In the entries below, find each line with the word "rows" and return it.

[Entries taken from a collection]
▶

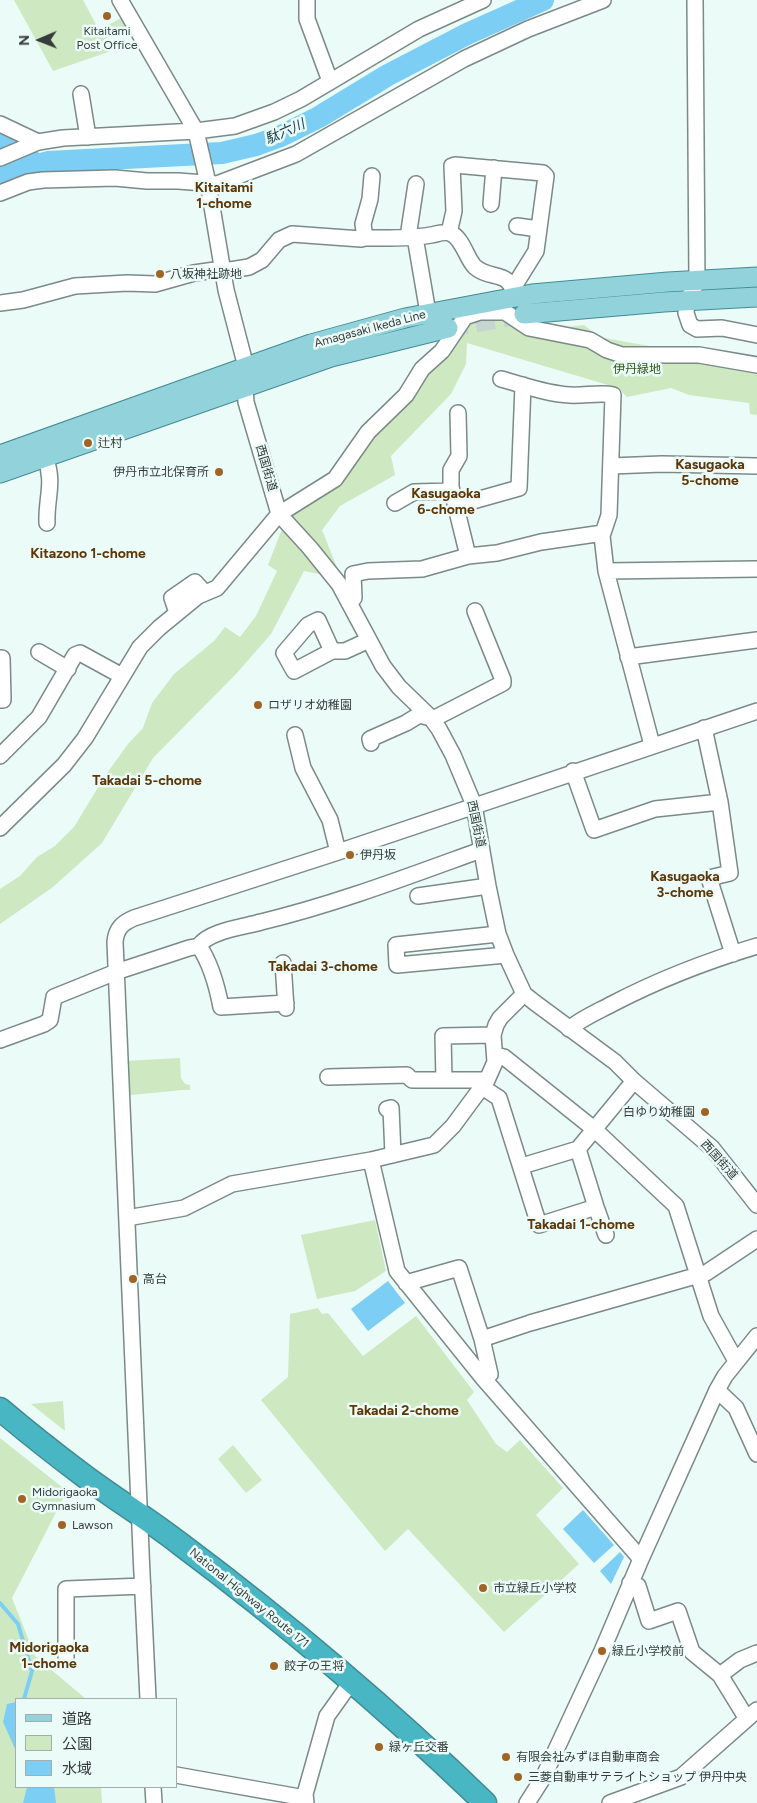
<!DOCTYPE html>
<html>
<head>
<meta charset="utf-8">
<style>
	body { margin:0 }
	#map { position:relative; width:757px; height:1803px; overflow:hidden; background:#ebfbf8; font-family:Figtree,"Noto Sans JP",sans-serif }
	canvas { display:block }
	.legend { position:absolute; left:15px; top:1698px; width:162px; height:90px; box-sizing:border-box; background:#ebfbf8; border:1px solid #a3afac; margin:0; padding:6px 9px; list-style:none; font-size:15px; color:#363c3b }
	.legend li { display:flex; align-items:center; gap:10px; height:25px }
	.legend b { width:25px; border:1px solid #a3afac }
	.north { position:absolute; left:15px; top:15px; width:50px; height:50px; -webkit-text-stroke:4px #ebfbf8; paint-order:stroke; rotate:269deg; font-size:14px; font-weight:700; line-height:20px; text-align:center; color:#363c3b }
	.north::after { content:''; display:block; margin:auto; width:18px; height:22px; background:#363c3b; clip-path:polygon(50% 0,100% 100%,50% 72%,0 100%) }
</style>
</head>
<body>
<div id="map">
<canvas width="757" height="1803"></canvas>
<ul class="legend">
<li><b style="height:6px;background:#92d3db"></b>道路</li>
<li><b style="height:14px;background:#cee8c2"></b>公園</li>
<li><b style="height:14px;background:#7dcef4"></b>水域</li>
</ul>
<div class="north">N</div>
</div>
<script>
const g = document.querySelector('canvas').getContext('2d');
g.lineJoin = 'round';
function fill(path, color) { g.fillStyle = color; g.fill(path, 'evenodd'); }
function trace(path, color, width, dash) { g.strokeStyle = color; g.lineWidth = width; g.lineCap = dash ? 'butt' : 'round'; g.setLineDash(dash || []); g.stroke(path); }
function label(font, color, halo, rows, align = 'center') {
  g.font = font + ' Figtree,"Noto Sans JP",sans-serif'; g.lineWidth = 5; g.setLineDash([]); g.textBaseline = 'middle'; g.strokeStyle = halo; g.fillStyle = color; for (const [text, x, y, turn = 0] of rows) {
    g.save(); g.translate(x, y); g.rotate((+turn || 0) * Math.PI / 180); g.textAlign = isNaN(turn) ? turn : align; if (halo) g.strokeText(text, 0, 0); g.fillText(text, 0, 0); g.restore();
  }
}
const green = new Path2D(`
	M14,0H83L99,30L121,18L127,28L105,39L111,51L53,71Z
	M522,303L527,332L584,325L599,337L649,346L747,355L757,358V415L750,414L749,403L689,395L671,388L627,397L618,388L467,343L466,364L451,394L391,456L395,475L340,506L322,530L338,570L319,574L304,571L271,634L236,674L153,758L102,843L53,887L0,924V889L20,876L37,857L55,846L74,827L105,776L128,744L143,728L152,703L174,674L214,641L225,627L240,637L256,616L277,571L268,565L280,534L293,512L351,460L450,338L446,318Z
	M180,1058L181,1078L185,1084L190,1085V1090H183L131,1095L126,1091L125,1061Z
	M375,1220L386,1271L355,1291L317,1299L301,1235Z
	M318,1308L322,1314L328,1313L363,1356L416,1316L474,1392L467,1400L496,1444L507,1452L520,1440L563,1488L536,1515L579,1564L504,1632L408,1529L385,1551L261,1400L288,1377L290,1314Z
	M63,1401L65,1431L31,1404Z
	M0,1438L67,1491L12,1598L35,1656L86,1699H16V1787H101L102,1803H0Z
	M233,1445L262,1480L246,1493L218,1459Z`);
const water = new Path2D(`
	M388,1281L405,1303L368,1331L351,1309Z
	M583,1510L614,1545L594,1563L563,1529Z
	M620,1552L624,1557L611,1584L600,1571Z
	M16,1702V1751L3,1722L7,1704Z
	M27,1787H54L56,1803H23Z`);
const stream = new Path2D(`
	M0,1603L18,1624L32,1671L24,1699`);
const river = new Path2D(`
	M0,135L35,164
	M0,175L48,162L222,153L256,145L281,136L319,117L388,75L467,34L543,0`);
const majorTunnel = new Path2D(`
	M448,328L520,315`);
const minor = new Path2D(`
	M120,0L196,131L208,183L226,290L246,367L245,387L246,402L279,514L310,548L339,584L383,666L399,687L431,718L439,729L453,755L474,805L488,886L498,934L506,955L524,994L534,1002L615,1062L634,1081L712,1148L757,1205
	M307,0V19L330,81
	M695,0L697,282L687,301L686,313L690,325L697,329L722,328L757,335
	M81,94L88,137
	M0,124L38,142
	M0,158L38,142L63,138L196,131L235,126L274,112L301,99L419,29L483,0
	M0,193L28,182L43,180L115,178L147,181H178L217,184L296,154L464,59L528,29L603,0
	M491,204L494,168
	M517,226L539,229
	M449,233L454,211L452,166L455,165L543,173L546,176L536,251L513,288
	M408,237L416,184
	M415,237L428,313
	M365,238L363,224L370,199L372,176
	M0,303L23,300L75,286L127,283L155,284L194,273L215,270L224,271L249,267L262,260L279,240L292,234L361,239L365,238C387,238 409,239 431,235C437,234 444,231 450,233C463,238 466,258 475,267C491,281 511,269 514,297
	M501,379C523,385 547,394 570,395C583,396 602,392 613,395L609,515L602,536L606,571L652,745
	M458,413L459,456L451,470V487L468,556
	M45,457C55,483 46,497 47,523
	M611,466L662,464L757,466
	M395,503L414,492L452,491
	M455,506L519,488L523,385
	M606,571L757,569
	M349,603L354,598L353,574L368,571L422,569L468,556L497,553L541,542L603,533
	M177,613L172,598L195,582L205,593
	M332,651L318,620L308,625L284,653L294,671L332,651H345L369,640
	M39,652L68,669
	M628,657L757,640
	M0,658H2L3,700H0
	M704,728L720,802L730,873L709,878L733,954
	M295,735L303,768L330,820L338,852
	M371,743L370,739L406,723L419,715L431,718L437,717L503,683V680L475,611
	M0,756L39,717L75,655L80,653L122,676
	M573,771L594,830L655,809L720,802
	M0,828L64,765L85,738L140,647L159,628L198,596L217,588L279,514L335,479L368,432L406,395L422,369L442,351L465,317L480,312H505L529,328L590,340L607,350L622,355H699L757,365
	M418,896L488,886
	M498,934L396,945L397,965L506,955
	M199,946C208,931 244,927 261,922C336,904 409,876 481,850
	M283,963L286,1008
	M569,1029C582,1018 597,1012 612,1004C658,980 707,961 757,946
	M0,1040L44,1024L50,1020L54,997L116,972L189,948L199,946C211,964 217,986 221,1007L286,1003
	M495,1055L504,1057L594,1129L676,1206L711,1316L736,1361
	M328,1077L407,1075L412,1080H487
	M444,1080L443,1036L493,1035
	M482,1087L499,1098L539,1225L596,1207
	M387,1109L391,1108L393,1155
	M578,1149L596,1207L606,1235
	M371,1160L397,1271L483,1378L641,1559
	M522,1166L578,1149L634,1081
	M127,1218L184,1208L232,1184L371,1160L434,1145L453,1126L487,1080L495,1062L493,1035L496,1025L500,1018L524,994
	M406,1283L459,1268L482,1339L490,1374L483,1378
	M482,1339L530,1323L706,1273L757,1239
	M717,1390L736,1408L757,1454
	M630,1583L638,1586L649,1621L678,1611L692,1652L720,1675L747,1719
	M66,1657V1589L143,1586
	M720,1675L740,1660L757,1653
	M148,1699C135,1447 128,1195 115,942C116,929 122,923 134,918L338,852L757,711
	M176,1775L305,1798
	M153,1787L154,1803
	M306,1803L305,1794L327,1716L352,1681
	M527,1803L543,1778L602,1651L641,1559L717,1390L725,1376L757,1336
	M610,1803L681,1777L757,1710`);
const major = new Path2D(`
	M524,314L664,302L757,297
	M0,455L311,344L405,318L532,294L668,282L757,277
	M0,473L331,357L448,328`);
const highway = new Path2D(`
	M0,1409C27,1432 55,1454 83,1475C115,1499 148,1519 179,1543C286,1623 389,1710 485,1803`);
const markers = [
	[107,16,5,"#a06526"],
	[160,274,5,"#a06526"],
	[88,443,5,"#a06526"],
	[219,472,5,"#a06526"],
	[258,705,5,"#a06526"],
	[350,855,5,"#a06526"],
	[705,1112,5,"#a06526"],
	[133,1279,5,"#a06526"],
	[22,1499,5,"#a06526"],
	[62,1525,5,"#a06526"],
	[483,1588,5,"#a06526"],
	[602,1651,5,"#a06526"],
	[274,1666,5,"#a06526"],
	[379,1747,5,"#a06526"],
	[506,1757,5,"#a06526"],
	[518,1777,5,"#a06526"]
];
const poiNames = [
	["Kitaitami",107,31,"center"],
	["Post Office",107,45,"center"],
	["八坂神社跡地",170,274],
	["辻村",98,443],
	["伊丹市立北保育所",209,472,"right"],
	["ロザリオ幼稚園",268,705],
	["伊丹坂",360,855],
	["白ゆり幼稚園",695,1112,"right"],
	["高台",143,1279],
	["Midorigaoka",32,1492],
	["Gymnasium",32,1506],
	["Lawson",72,1525],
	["市立緑丘小学校",493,1588],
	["緑丘小学校前",612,1651],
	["餃子の王将",284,1666],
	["緑ヶ丘交番",389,1747],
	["有限会社みずほ自動車商会",516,1757],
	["三菱自動車サテライトショップ 伊丹中央",528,1777]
];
const streetNames = [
	["Amagasaki Ikeda Line",370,329,-15],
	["西国街道",266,468,74],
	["西国街道",476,824,78],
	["西国街道",719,1160,48],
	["National Highway Route 171",249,1598,39]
];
const parkNames = [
	["伊丹緑地",637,369]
];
const waterNames = [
	["駄六川",285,132,-24]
];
const neighbourhoodNames = [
	["Kitaitami",224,188],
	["1-chome",224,204],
	["Kasugaoka",710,465],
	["5-chome",710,481],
	["Kasugaoka",446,494],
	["6-chome",446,510],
	["Kitazono 1-chome",88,554],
	["Takadai 5-chome",147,781],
	["Kasugaoka",685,877],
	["3-chome",685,893],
	["Takadai 3-chome",323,967],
	["Takadai 1-chome",581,1225],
	["Takadai 2-chome",404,1411],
	["Midorigaoka",49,1648],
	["1-chome",49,1664]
];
fill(green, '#cee8c2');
fill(water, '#7dcef4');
trace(stream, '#7dcef4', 4);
trace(river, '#7dcef4', 22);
trace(majorTunnel, '#c7d5d2', 19, [19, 9]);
trace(minor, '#7b8a87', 18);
trace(major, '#428b93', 21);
trace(highway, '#428b93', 25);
trace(minor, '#fff', 15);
trace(major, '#92d3db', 19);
trace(highway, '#49b6c3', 22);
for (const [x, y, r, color] of markers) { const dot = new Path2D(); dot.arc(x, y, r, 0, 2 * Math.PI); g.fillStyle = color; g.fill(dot); trace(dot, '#ebfbf8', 2); }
label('12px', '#363c3b', '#ebfbf8', poiNames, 'left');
label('12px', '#363c3b', '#ebfbf8', streetNames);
label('12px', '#2f5416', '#ebfbf8', parkNames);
label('italic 14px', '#1f4454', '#ebfbf8', waterNames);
label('bold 14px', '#5e3708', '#ebfbf8', neighbourhoodNames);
</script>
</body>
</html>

◀

Answer to this problem:
function label(font, color, halo, rows, align = 'center') {
  g.font = font + ' Figtree,"Noto Sans JP",sans-serif'; g.lineWidth = 5; g.setLineDash([]); g.textBaseline = 'middle'; g.strokeStyle = halo; g.fillStyle = color; for (const [text, x, y, turn = 0] of rows) {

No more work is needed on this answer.